Posted by: Paul Horwitz | Dec 23, 2012 2:23:52 PM
The Roman Catholic Church teaches that the act of sodomy is an intrinsic evil. Indeed so evil that sodomy is one of four sines that "Cry to heaven for vengeance".
For the last two weeks the Chief Rabbi of France and the Pope have warned that same sex marriage is nothing more than an assault on the family as well as a danger to humanity.
Richard W Comerford
Posted by: Richard W Comerford | Dec 23, 2012 7:06:43 PM
Marriage exists for the Good of the husband, the Good of the wife, and thus the Good of the Family that is created when a man and woman are joined together as husband and wife.
Posted by: N.D. | Dec 23, 2012 10:30:33 PM
The difference between a gun and an assault weapon, is that the purpose of an assault weapon if it were to be used, is for " a violent onslaught" where the intention is to kill.
Posted by: N.D. | Dec 24, 2012 11:49:16 AM
The inherent essence of a place, a thing, or a person, can reveal the purpose of a place, a thing, or a person, which is why, at the end of the Day, a rose by any other name is still a rose, and thus would smell as sweet.
Posted by: N.D. | Dec 24, 2012 12:50:06 PM
Does one partially accept a partial apology?
Posted by: Mark | Dec 24, 2012 1:40:38 PM
"The difference between a gun and an assault weapon, is that the purpose of an assault weapon if it were to be used, is for " a violent onslaught" where the intention is to kill."
In the West the term "assault weapon" is defined under law as a "Combat knife" (Britain) to a pump shotgun with a magazine capacity of more than 5-rounds (Massachusetts).

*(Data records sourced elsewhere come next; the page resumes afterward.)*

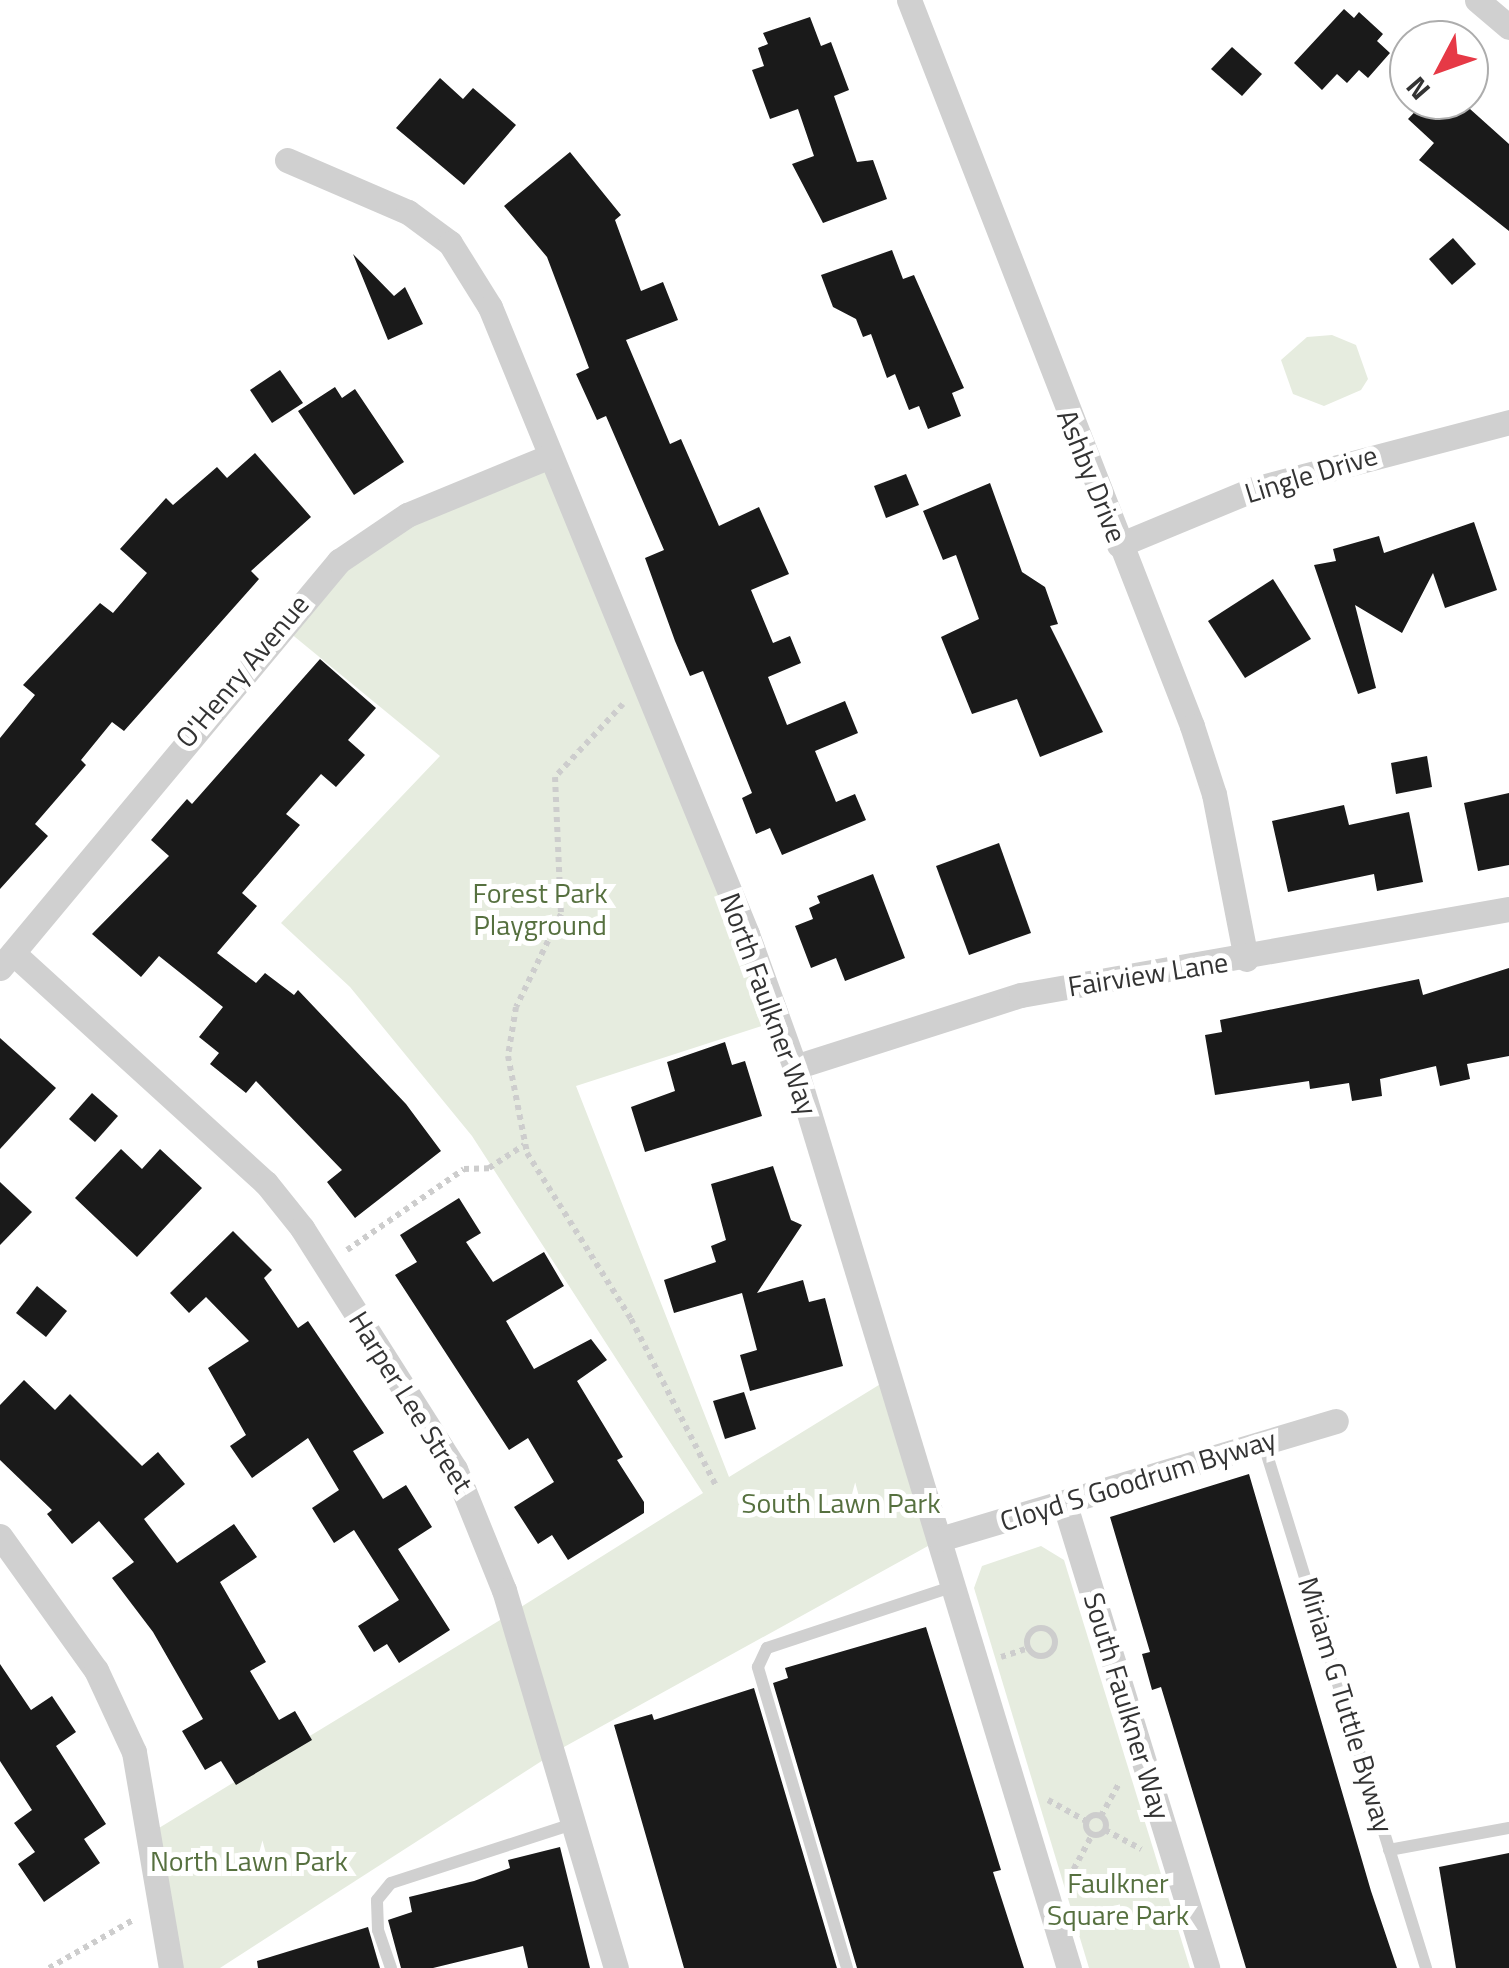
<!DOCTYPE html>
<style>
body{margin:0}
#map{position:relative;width:1509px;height:1968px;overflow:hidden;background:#fff;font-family:"Titillium Web",sans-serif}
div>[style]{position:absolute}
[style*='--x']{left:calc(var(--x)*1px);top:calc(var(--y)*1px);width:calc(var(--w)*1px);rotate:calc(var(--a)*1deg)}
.green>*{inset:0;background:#e6ecdf}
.building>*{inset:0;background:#1a1a1a}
.path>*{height:6px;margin-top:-3px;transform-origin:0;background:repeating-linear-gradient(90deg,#cdcdcd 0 5px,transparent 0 10px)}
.path>.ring{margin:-3px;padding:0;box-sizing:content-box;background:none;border:6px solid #cdcdcd;border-radius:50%}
.service>*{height:12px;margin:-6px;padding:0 6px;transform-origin:6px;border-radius:6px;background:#d0d0d0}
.minor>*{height:25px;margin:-12.5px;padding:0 12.5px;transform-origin:12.5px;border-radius:12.5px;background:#d0d0d0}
span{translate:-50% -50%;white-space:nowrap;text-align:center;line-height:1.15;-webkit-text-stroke:10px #fff;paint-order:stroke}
.street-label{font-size:28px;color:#333}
.park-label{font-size:28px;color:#56703f}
.north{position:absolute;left:1389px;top:20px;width:100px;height:100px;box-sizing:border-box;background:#fff;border:2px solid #adadad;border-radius:50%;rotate:229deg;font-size:28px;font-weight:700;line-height:40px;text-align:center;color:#333}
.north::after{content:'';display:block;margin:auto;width:35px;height:45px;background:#e63946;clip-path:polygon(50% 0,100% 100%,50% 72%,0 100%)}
</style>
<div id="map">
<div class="green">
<div style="clip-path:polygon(1332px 335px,1356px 345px,1368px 379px,1361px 390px,1324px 406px,1293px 394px,1281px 360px,1307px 337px)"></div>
<div style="clip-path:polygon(548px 461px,774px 1022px,576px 1086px,729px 1477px,887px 1380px,937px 1541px,555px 1752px,513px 1612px,703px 1493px,472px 1136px,350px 987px,281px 923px,440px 756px,284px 628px,367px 544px)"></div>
<div style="clip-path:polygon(1041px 1546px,1064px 1560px,1190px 1968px,1089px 1968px,974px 1588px,982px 1566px)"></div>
<div style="clip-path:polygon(510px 1614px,551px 1755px,220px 1968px,174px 1968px,154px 1831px)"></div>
</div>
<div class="building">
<div style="clip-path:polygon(1344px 9px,1354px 18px,1359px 12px,1383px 34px,1377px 41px,1390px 53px,1368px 78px,1359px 70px,1347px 83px,1337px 74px,1322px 90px,1294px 63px)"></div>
<div style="clip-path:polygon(810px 17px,821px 46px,831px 42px,849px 90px,834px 96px,857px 162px,873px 160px,887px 199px,823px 223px,792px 164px,814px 156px,798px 109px,770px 119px,752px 70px,764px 66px,758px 48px,768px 44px,763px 33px)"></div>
<div style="clip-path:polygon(1232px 47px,1262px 74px,1242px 96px,1211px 69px)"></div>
<div style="clip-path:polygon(440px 78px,463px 99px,473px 88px,516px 125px,464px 185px,396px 128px)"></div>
<div style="clip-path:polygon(1426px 100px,1460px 100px,1509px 144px,1509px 231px,1419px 160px,1434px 143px,1408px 119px)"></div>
<div style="clip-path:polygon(570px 152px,621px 215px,615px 220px,641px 291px,663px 282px,678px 320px,626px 340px,670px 444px,681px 439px,719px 526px,759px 507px,789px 574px,751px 590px,773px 643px,790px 636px,801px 663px,768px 677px,787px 725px,845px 701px,858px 733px,815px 751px,836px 802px,855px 794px,866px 820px,782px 855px,770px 828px,756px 834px,742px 798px,752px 793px,703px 671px,690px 676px,675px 641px,645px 558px,664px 550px,606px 416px,597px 420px,576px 374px,589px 368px,547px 257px,504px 206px)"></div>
<div style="clip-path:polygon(1453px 238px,1476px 264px,1452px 285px,1429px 259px)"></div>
<div style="clip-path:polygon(892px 250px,903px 279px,914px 275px,964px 388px,952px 393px,961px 416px,928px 429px,919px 406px,909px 410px,895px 374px,887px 378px,871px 334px,863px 337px,856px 319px,833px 307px,821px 275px)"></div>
<div style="clip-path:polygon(353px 254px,394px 296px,405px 287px,423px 324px,388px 340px)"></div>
<div style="clip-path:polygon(280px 370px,303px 403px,272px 423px,250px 390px)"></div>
<div style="clip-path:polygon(335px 387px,342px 398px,355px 389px,404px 462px,354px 495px,298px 411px)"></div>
<div style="clip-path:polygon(255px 453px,311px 517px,251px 571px,259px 579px,124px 731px,112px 722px,81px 760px,86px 765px,35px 824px,48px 836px,0 889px,0 738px,35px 695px,23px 685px,100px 603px,113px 613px,147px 573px,120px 549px,166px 498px,173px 505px,217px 467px,227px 478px)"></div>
<div style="clip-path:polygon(906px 474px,919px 505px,886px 518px,874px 486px)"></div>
<div style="clip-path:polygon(990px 483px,1022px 572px,1045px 587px,1058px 624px,1050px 626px,1103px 732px,1040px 757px,1017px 699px,972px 714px,941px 637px,979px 619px,956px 555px,943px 560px,923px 511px)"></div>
<div style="clip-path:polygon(1474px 522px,1497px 590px,1445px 608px,1433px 573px,1402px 633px,1355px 605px,1376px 688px,1358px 694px,1314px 565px,1336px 561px,1333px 549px,1379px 536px,1384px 553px)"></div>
<div style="clip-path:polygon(1273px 579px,1311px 639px,1245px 678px,1208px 621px)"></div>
<div style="clip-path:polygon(320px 659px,376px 708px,348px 740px,365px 755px,336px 787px,321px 774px,286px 814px,300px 825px,242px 893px,257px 906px,217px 953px,256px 983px,265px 973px,294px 995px,298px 990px,406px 1104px,441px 1151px,355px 1218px,327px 1182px,342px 1170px,256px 1081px,246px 1093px,210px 1064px,219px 1053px,199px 1037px,223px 1007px,159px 956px,141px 977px,92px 934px,169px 856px,151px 840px,187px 799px,192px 804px)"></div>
<div style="clip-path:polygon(1427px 756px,1432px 787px,1396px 794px,1391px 763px)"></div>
<div style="clip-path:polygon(1509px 793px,1509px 865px,1478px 871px,1464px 803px)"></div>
<div style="clip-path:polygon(1344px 805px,1349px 825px,1409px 812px,1423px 882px,1377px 891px,1374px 874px,1288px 892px,1272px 821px)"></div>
<div style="clip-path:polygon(999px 843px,1031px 933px,969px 955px,936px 866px)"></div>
<div style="clip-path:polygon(873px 874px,905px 958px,845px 981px,836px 958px,811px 968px,795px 926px,813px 919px,809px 908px,820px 903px,817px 896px)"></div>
<div style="clip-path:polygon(1509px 968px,1509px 1056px,1467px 1064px,1470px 1079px,1440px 1086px,1436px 1066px,1380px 1079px,1382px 1096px,1352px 1101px,1349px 1083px,1310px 1089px,1309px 1081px,1215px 1095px,1205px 1035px,1222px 1032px,1220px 1020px,1419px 979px,1423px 995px)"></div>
<div style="clip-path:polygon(0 1038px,56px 1088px,0 1149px)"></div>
<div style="clip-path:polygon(725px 1042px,732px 1065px,745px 1061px,762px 1116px,645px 1152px,631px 1107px,675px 1091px,667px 1062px)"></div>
<div style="clip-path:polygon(92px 1093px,118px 1116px,95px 1142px,69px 1119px)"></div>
<div style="clip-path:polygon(121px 1149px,142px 1169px,160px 1149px,202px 1188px,137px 1257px,75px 1198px)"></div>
<div style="clip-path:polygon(773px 1166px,791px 1220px,802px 1225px,757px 1293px,803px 1280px,809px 1302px,825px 1298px,843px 1366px,750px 1391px,740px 1355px,757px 1350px,742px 1293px,674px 1313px,664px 1280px,716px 1262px,711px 1246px,726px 1240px,711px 1184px)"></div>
<div style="clip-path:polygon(0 1182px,32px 1212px,0 1245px)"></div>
<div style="clip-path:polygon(459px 1198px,481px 1233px,466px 1242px,493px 1282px,544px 1252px,564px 1286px,506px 1321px,534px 1369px,591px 1339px,607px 1360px,577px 1381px,623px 1457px,617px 1460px,644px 1502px,644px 1513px,568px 1560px,552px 1535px,538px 1544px,514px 1507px,554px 1482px,528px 1438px,509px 1450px,395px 1275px,417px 1262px,400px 1235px)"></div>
<div style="clip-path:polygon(233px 1231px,272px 1270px,264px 1278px,298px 1328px,308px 1321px,384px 1433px,353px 1451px,383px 1499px,406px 1485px,432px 1527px,398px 1549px,450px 1630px,399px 1663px,387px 1644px,374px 1652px,358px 1626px,399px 1600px,354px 1530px,334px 1543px,312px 1508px,339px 1490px,308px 1438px,252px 1478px,230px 1446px,246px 1435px,208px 1368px,249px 1341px,206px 1297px,189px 1313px,170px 1293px)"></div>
<div style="clip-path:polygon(37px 1286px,67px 1311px,46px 1337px,16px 1313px)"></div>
<div style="clip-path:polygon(24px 1380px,55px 1410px,70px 1394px,142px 1466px,158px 1452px,185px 1484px,144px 1519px,177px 1563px,234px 1524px,257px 1557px,220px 1582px,266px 1662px,250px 1671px,279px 1720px,295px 1711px,312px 1740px,236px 1785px,221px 1761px,205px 1770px,182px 1731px,203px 1719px,153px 1632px,112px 1578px,134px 1562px,99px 1521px,72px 1544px,47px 1514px,52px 1510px,0 1460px,0 1405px)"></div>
<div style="clip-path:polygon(744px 1392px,756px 1429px,725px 1439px,713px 1401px)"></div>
<div style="clip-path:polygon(1249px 1474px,1371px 1891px,1397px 1968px,1246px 1968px,1161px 1687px,1152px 1690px,1142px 1654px,1150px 1652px,1110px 1517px)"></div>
<div style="clip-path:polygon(926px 1627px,1001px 1870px,993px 1872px,1024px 1968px,857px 1968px,773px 1683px,788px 1678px,785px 1668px)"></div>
<div style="clip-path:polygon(0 1664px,31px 1710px,52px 1696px,76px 1732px,56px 1746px,106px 1824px,84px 1839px,100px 1863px,44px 1902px,18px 1864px,35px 1852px,14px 1823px,32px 1810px,0 1761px)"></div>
<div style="clip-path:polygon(754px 1688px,837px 1968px,684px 1968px,614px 1725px,652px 1714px,654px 1720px)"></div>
<div style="clip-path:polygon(560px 1847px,590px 1968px,528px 1968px,523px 1946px,433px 1968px,401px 1968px,388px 1920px,412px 1912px,409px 1897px,474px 1881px,510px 1868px,508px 1860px)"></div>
<div style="clip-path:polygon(1509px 1853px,1509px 1968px,1456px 1968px,1439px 1867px)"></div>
<div style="clip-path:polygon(368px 1927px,380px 1968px,258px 1968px,257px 1961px)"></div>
</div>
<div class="path">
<div style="--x:623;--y:704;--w:100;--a:133"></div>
<div style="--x:555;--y:777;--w:137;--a:87.5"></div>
<div style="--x:561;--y:914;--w:103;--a:115.8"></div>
<div style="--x:516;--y:1007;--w:50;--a:99.3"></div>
<div style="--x:508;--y:1056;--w:99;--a:78.9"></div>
<div style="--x:527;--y:1153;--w:196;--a:57.9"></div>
<div style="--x:631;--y:1319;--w:187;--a:63"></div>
<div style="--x:347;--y:1250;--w:142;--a:-34.7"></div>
<div style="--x:464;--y:1169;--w:25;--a:-2"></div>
<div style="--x:489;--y:1168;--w:42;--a:-33.3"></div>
<div class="ring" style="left:1027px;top:1628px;width:22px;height:22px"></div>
<div style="--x:1001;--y:1657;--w:28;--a:-18"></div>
<div style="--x:1048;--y:1800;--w:43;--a:28.9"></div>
<div class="ring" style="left:1086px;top:1815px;width:14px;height:14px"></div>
<div style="--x:1101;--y:1816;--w:39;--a:-61"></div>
<div style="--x:1105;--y:1830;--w:41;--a:27.8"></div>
<div style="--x:1069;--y:1878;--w:49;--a:-61.9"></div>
<div style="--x:49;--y:1968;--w:99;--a:-29.7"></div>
</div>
<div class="service">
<div style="--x:1263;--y:1442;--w:551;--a:72.78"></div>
<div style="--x:1389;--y:1850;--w:122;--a:-10.4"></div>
<div style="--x:391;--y:1968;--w:40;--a:-108.9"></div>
<div style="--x:378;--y:1930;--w:30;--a:-92"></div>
<div style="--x:377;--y:1900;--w:22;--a:-51"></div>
<div style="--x:391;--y:1883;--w:191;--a:-18"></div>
<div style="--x:847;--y:1968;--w:314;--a:-106.5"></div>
<div style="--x:758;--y:1667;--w:21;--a:-65"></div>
<div style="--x:767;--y:1648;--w:197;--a:-18.3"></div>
</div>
<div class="minor">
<div style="--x:909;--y:0;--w:779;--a:68.7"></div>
<div style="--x:1192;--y:726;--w:71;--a:72.1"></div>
<div style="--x:1214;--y:794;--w:168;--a:79"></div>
<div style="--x:1477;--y:0;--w:42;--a:40.2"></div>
<div style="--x:287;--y:160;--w:132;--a:23.3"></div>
<div style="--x:408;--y:212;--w:52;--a:36.4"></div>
<div style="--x:450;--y:243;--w:75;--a:58"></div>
<div style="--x:490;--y:307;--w:678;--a:67.71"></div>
<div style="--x:747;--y:934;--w:141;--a:70.2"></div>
<div style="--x:795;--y:1067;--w:942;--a:73.09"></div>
<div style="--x:1119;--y:545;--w:146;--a:-22.5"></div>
<div style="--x:1254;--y:489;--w:264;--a:-14.7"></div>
<div style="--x:13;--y:953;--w:342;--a:42.3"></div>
<div style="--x:266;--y:1183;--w:58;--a:51.3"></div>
<div style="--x:302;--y:1228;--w:285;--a:57.6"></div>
<div style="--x:455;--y:1469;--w:131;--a:68"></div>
<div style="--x:504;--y:1590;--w:394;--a:73.5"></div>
<div style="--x:0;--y:968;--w:530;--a:-50.21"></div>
<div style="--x:339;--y:561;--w:82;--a:-34.1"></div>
<div style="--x:407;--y:515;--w:155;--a:-22.4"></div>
<div style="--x:795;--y:1067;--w:237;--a:-17.7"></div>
<div style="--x:1021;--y:995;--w:496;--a:-10"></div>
<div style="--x:1064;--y:1502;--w:487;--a:72.9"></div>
<div style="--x:0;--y:1536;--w:165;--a:54.4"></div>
<div style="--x:96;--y:1670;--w:90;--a:65.1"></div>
<div style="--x:134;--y:1752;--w:219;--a:80.3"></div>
<div style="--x:940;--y:1539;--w:413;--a:-16.6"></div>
</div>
<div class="street-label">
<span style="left:1311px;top:474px;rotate:-17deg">Lingle Drive</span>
<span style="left:1092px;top:476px;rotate:68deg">Ashby Drive</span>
<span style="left:242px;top:671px;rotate:-50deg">O'Henry Avenue</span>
<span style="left:1148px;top:974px;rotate:-9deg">Fairview Lane</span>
<span style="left:769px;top:1004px;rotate:70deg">North Faulkner Way</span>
<span style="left:411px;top:1402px;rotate:58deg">Harper Lee Street</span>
<span style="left:1138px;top:1480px;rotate:-17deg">Cloyd S Goodrum Byway</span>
<span style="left:1346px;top:1705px;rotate:73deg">Miriam G Tuttle Byway</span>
<span style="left:1127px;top:1706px;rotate:73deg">South Faulkner Way</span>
</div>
<div class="park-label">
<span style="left:540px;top:909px">Forest Park<br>Playground</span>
<span style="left:841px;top:1503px">South Lawn Park</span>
<span style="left:249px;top:1861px">North Lawn Park</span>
<span style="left:1118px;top:1899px">Faulkner<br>Square Park</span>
</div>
<div class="north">N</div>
</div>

Sadly the real killers in our society, an abortionist's knife and suction machine, are not defined under law as assault weapons.
Richard W Comerford
Posted by: Richard W Comerford | Dec 24, 2012 1:48:30 PM
Mr.Cumerford, having never owned or been around guns, I would agree with you that "assault weapon" does not adequately describe the difference between guns, and one would be justified to call any object that is used to engage in the act of assaulting oneself or another an "assault weapon".
God Bless us all
Posted by: N.D. | Dec 24, 2012 2:50:12 PM
"one would be justified to call any object that is used to engage in the act of assaulting oneself or another an "assault weapon"."
The Special Response Team on which I once served responded to a report of a home invasion. On arrival our Captain discovered that a convicted sex offender had broken in and assaulted a young girl. The victim was rescued by her father when he beat the child rapist senseless with his fists. I guess you would classify the father's fists as "assault weapons".
OTH when the FBI Hostage Rescue Team slaughtered innocent children and mothers at WACO and Ruby Ridge no one in the media described their tanks, sniper rifles and automatic weapons as "assault weapons".